With consummate timing Hillary Clinton gave her major address on climate change to the students and faculty of Miami-Dade College this past Wednesday. Hurricane Matthew had just ended its onslaught of the southeast coast and gave her a ready-made backdrop.
Seeking to inspire youth with a great cause, she urged them to vote for her so they could be part of the grand crusade to confront the global climate challenge.
"If we don't do it, no one else will," she insisted.
Perhaps no one else will because no one else is willing to risk the enormous costs of implementing environmental plans like the Paris agreement for the less than certain reward of actually accomplishing something of global benefit. Full implementation of the international accord will cost over $1 trillion per year from 2030 to the end of the century and only reduce global average temperature by 0.3 degrees F [0.17 degrees C].
Omitted from her speech were the stubborn unanswered questions that continue to keep far more scientists than the alleged 3% skeptical that beneficial climate change policies are attainable with present uncertainties in our understanding of atmospheric and oceanic processes.
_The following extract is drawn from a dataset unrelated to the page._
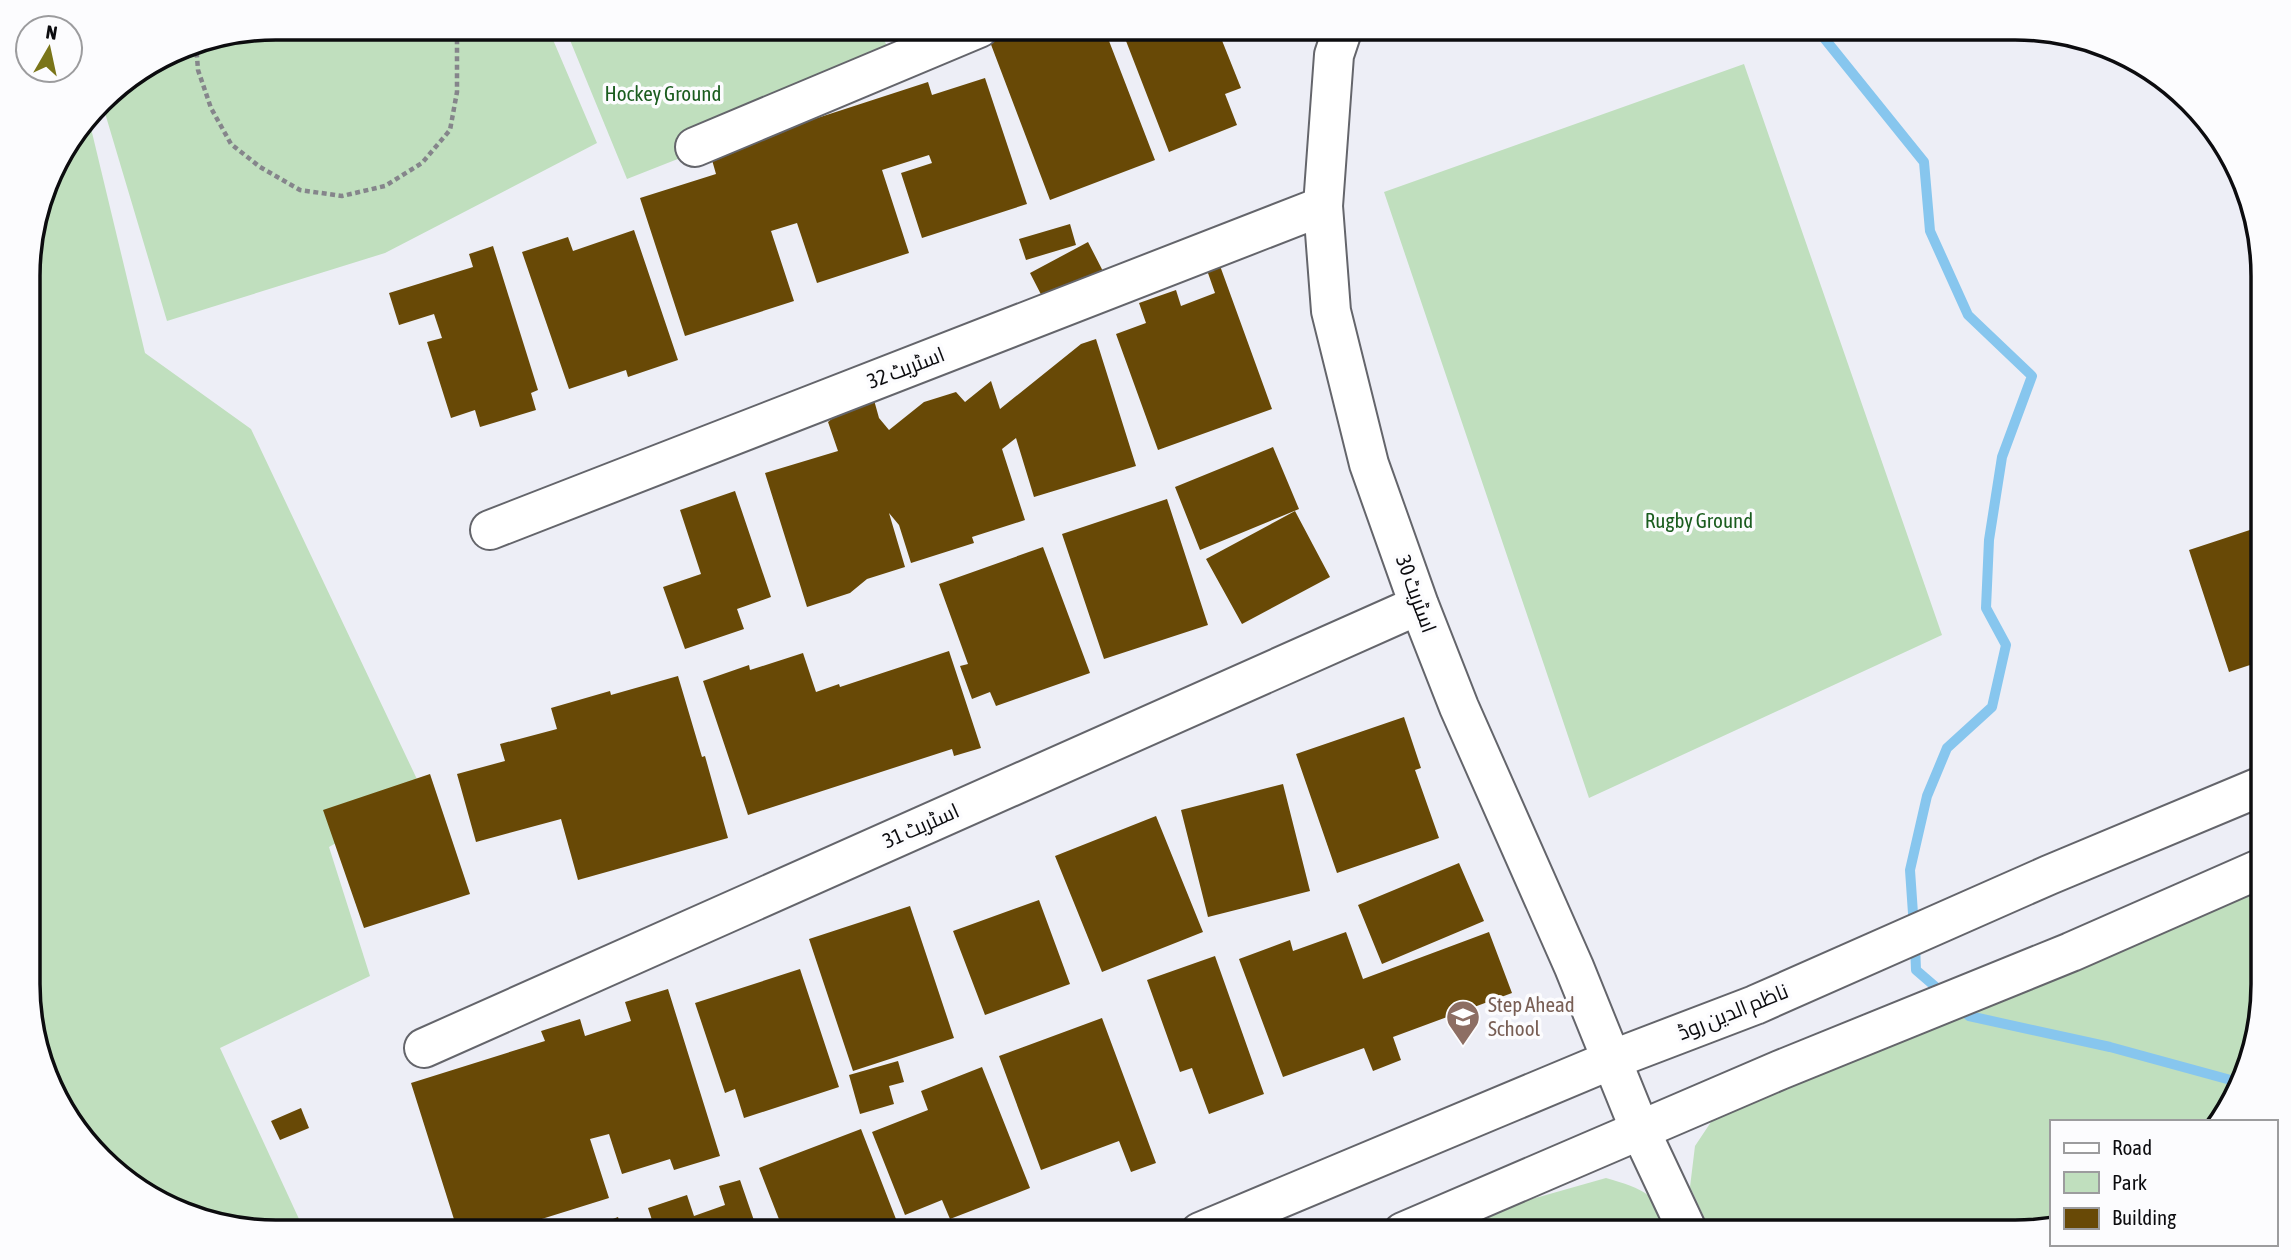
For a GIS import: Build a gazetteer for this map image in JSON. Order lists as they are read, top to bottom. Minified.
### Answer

Given that similar global warming centuries ago seemed beneficial to civilization, not detrimental, do we really know the threat that recent warming poses to us now? Is human activity so much the dominating cause of the warming that trying to reduce its effect is worth the effort? Would investing in mitigation such as building sea walls and re-planning occupancy of areas vulnerable to storm surge, have better results than concentrating all our resources on reducing human additions to greenhouse gases?
Sadly, instead of dealing with these questions Clinton wasted much of her speech beating to death straw man versions of them. Using rhetoric like "climate deniers" and "unbelievers in science" may impress young students but doesn't facilitate adult discussion. Trying to engage in the science of "event attribution" by singling out Hurricane Matthew as evidence of climate change when hurricane frequency affecting our coasts has declined from previous decades also doesn't advance the climate change conversation.
While her calls for improving our infrastructure, such as modernizing our electric grid and retrofitting buildings make sense regardless of climate change, Clinton veered off into the thickets of solar and wind energy that have higher total costs and less reliability than traditional sources of energy like fossil fuel, hydroelectric, and nuclear. Both the United Kingdom and Germany have put much effort into converting from traditional energy to wind and solar. An unfortunate side effect has been the rise of "energy poverty," where families have had to choose between paying increased energy costs and buying food. Not an encouraging sign of this approach. Nor in our country has the promise of increased jobs — "green jobs" — done too well with the bankruptcy of several government-sponsored renewable energy companies.
The crowning achievement of Clinton's college speech, however, was the promise of Al Gore's second coming onto the stage of national leadership.
"I can't wait to have Al Gore advising me when I am President of the United States," said Hillary to great applause. She called him "one of the world's foremost leaders on Climate Change."
Talk about trying to inspire the idealistic young! Here's a man whose virtual worship of nature outlined in his 1992 book Earth in the Balance called for emergence of a new religious faith that would ensure the good fate of mankind to "re-sanctify the earth"!
Now we understand her speech. The slow, hard, costly work of gathering climate data; setting out, calibrating, and exposing instrumentation; intercomparing different measurement devices; reviewing measurement theory to quality-control the data; analyzing heterogeneous data distribution; and most crucially for understanding long-term climate changes, trying to match surrogate data sources such as historical records, ice cores and tree rings of pre-nineteenth century history with post-1850 thermometer data, post-1950 upper-air data, and post-1979 satellite data — all this labor fades unnoticed into the background as the religious-like emotions of being part of a great movement captures the hearts of the Millennials.
This is the second coming of Al Gore with his apparent misunderstanding of his claimed Harvard mentor Dr. Roger Revelle who, more deeply aware of the complexity of climate, was far more cautious than his then Millennial-age student who was seeking a grand purpose for his life. Gore's movie, An Inconvenient Truth, endorsed in Clinton's speech, scared students around the world with its exaggerated claims and deceptive special effects.
Gore is about activism, not careful scientific reflection on truth. His coming again onto the national scene with Hillary could usher in the new nature religion in which nature replaces man as supreme sanctified object.